(Task instructions): In the listing below, lines with the string "this" are to be counted; the number is the entire reply.

(Available records):
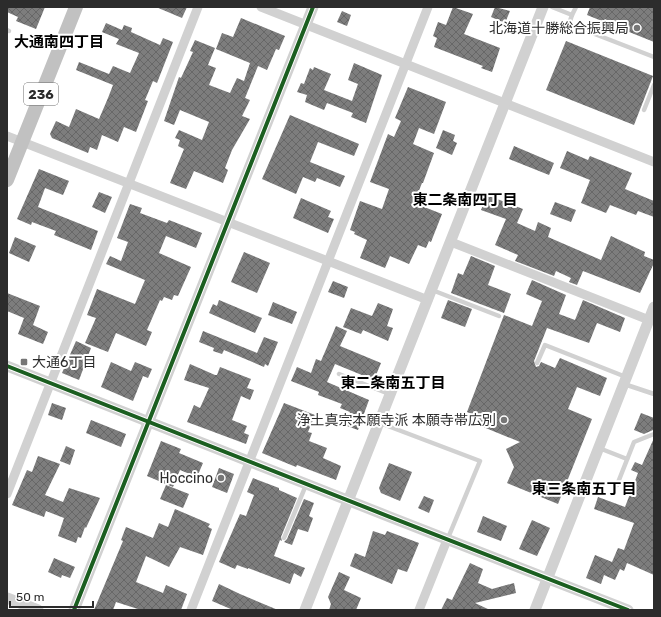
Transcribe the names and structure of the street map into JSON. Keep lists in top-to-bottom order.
{
  "streets": {
    "highway": ["236"]
  },
  "districts": [
    "大通南四丁目",
    "東二条南四丁目",
    "東二条南五丁目",
    "東三条南五丁目"
  ],
  "places": {
    "other": ["北海道十勝総合振興局", "浄土真宗本願寺派 本願寺帯広別", "Hoccino"],
    "transit": ["大通6丁目"]
  },
  "scale_bar": "50 m"
}
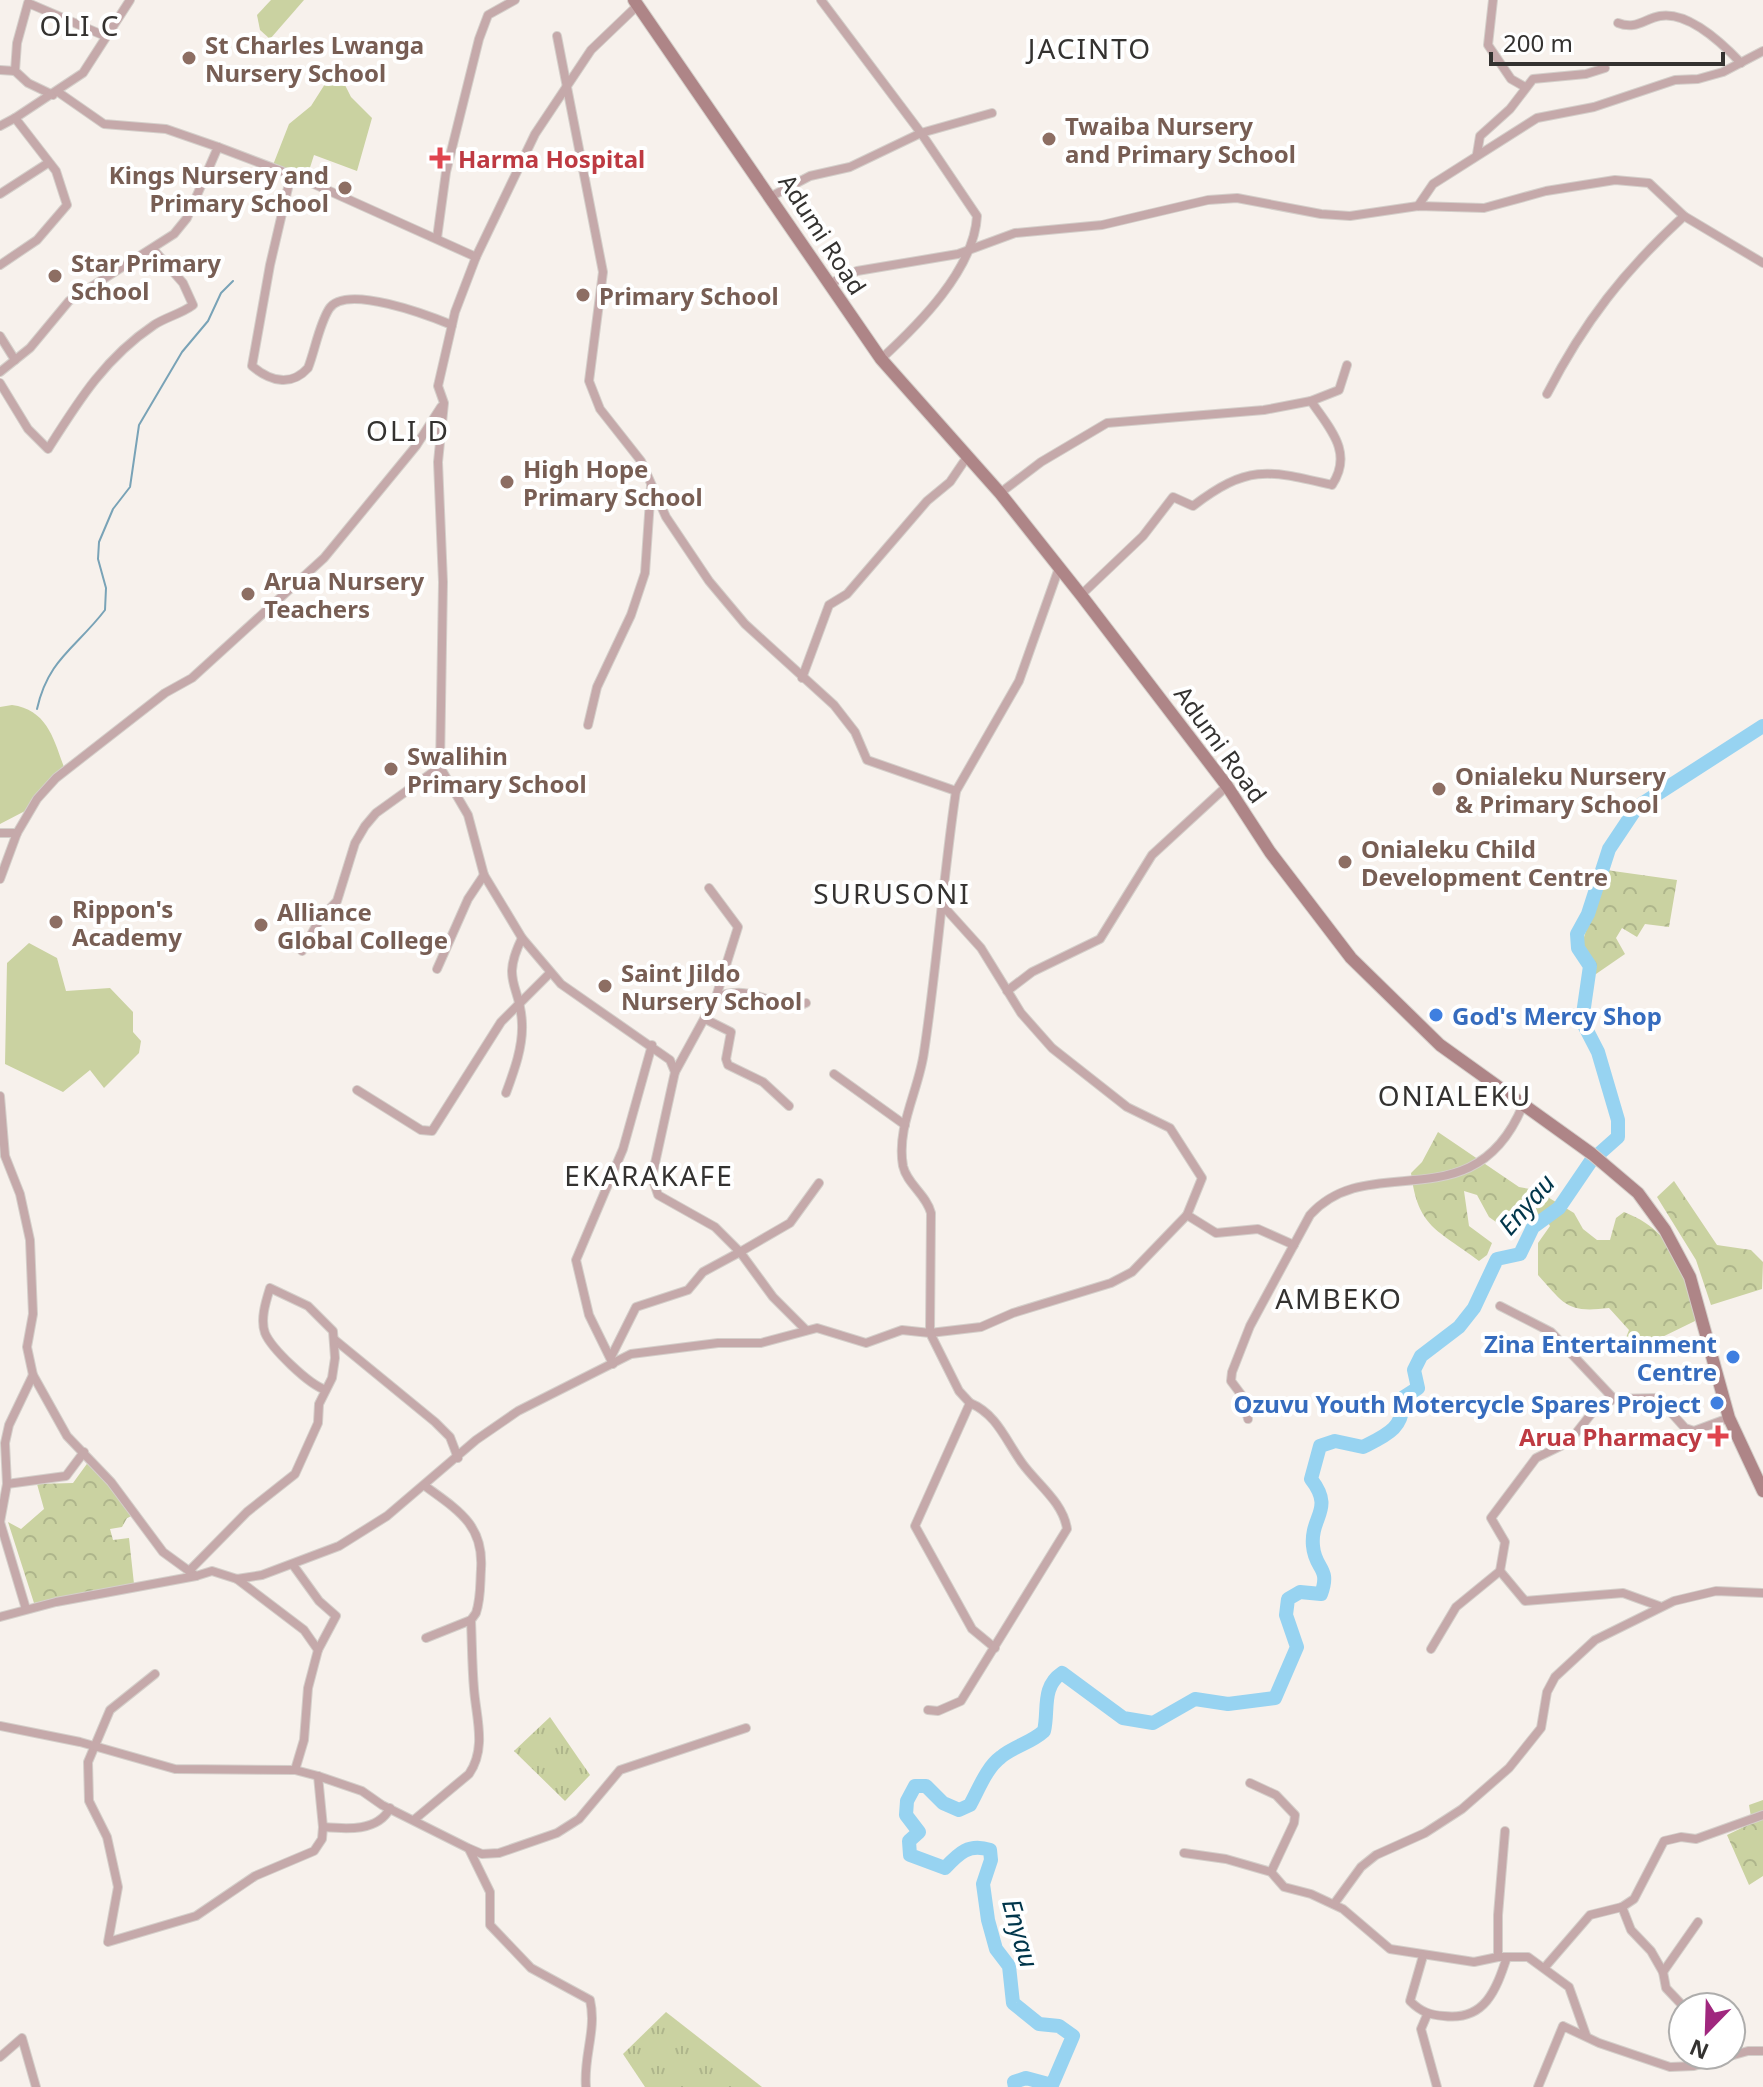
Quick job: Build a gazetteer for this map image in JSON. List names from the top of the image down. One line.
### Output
{"streets":{"main road":["Adumi Road"]},"districts":["OLI C","JACINTO","OLI D","SURUSONI","ONIALEKU","EKARAKAFE","AMBEKO"],"water":["Enyau"],"places":{"other":["St Charles Lwanga Nursery School","Twaiba Nursery and Primary School","Kings Nursery and Primary School","Star Primary School","Primary School","High Hope Primary School","Arua Nursery Teachers","Swalihin Primary School","Onialeku Nursery & Primary School","Onialeku Child Development Centre","Rippon's Academy","Alliance Global College","Saint Jildo Nursery School","God's Mercy Shop","Zina Entertainment Centre","Ozuvu Youth Motercycle Spares Project"],"health":["Harma Hospital","Arua Pharmacy"]},"scale_bar":"200 m","north":"bottom left"}
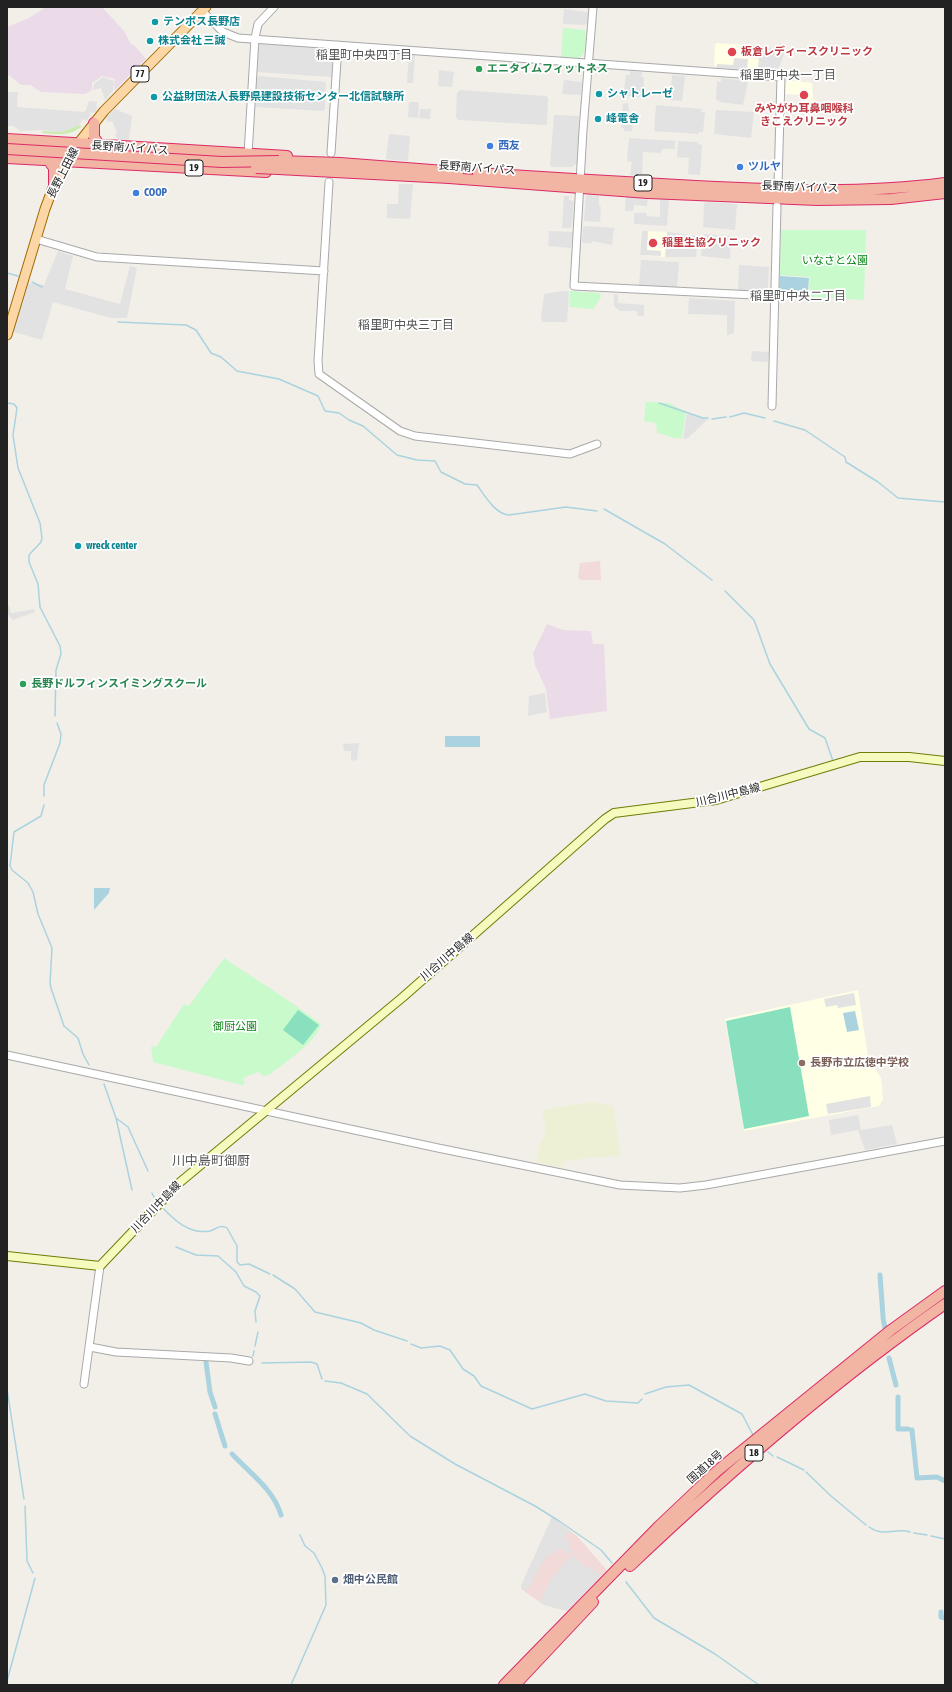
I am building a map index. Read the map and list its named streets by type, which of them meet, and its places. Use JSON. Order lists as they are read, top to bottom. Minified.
{"streets":{"highway":["長野南バイパス","19","18","国道18号"],"main road":["77","長野上田線","川合川中島線"]},"crossings":[["長野南バイパス","19"],["19","長野上田線"]],"districts":["稲里町中央四丁目","稲里町中央一丁目","稲里町中央二丁目","稲里町中央三丁目","川中島町御厨"],"parks":["いなさと公園","御厨公園"],"places":["テンポス長野店","株式会社 三誠","板倉レディースクリニック","エニタイムフィットネス","シャトレーゼ","みやがわ耳鼻咽喉科 きこえクリニック","公益財団法人長野県建設技術センター北信試験所","峰電舎","西友","ツルヤ","COOP","稲里生協クリニック","wreck center","長野ドルフィンスイミングスクール","長野市立広徳中学校","畑中公民館"]}
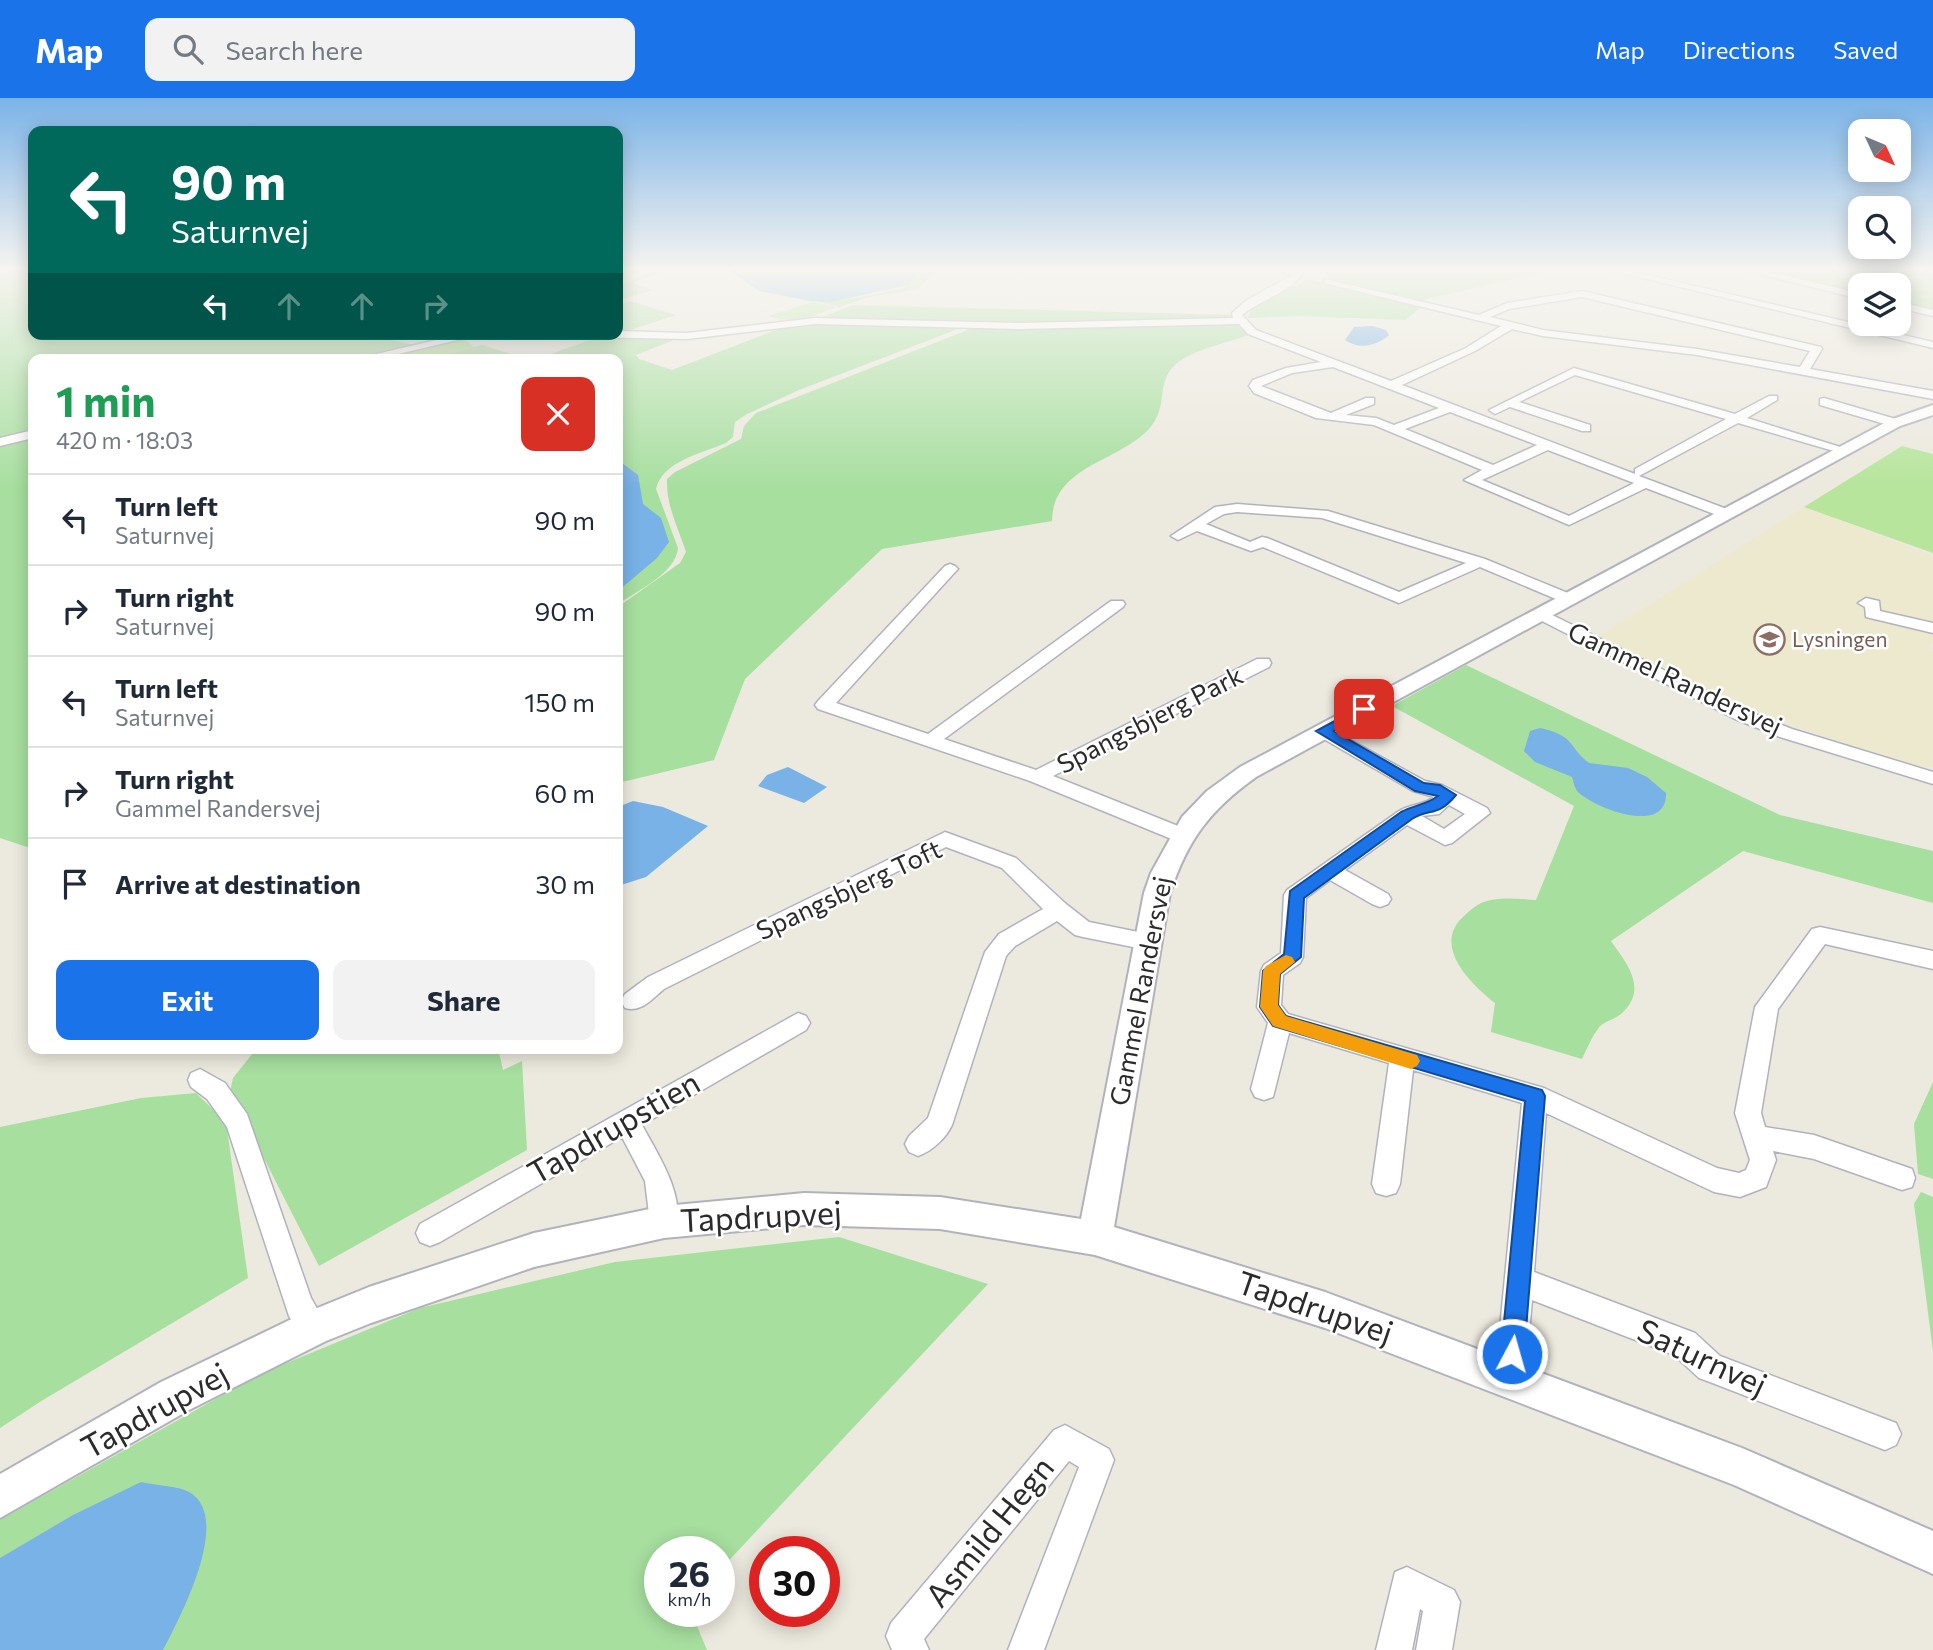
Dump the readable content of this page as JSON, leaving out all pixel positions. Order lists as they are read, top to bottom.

(Response box): 2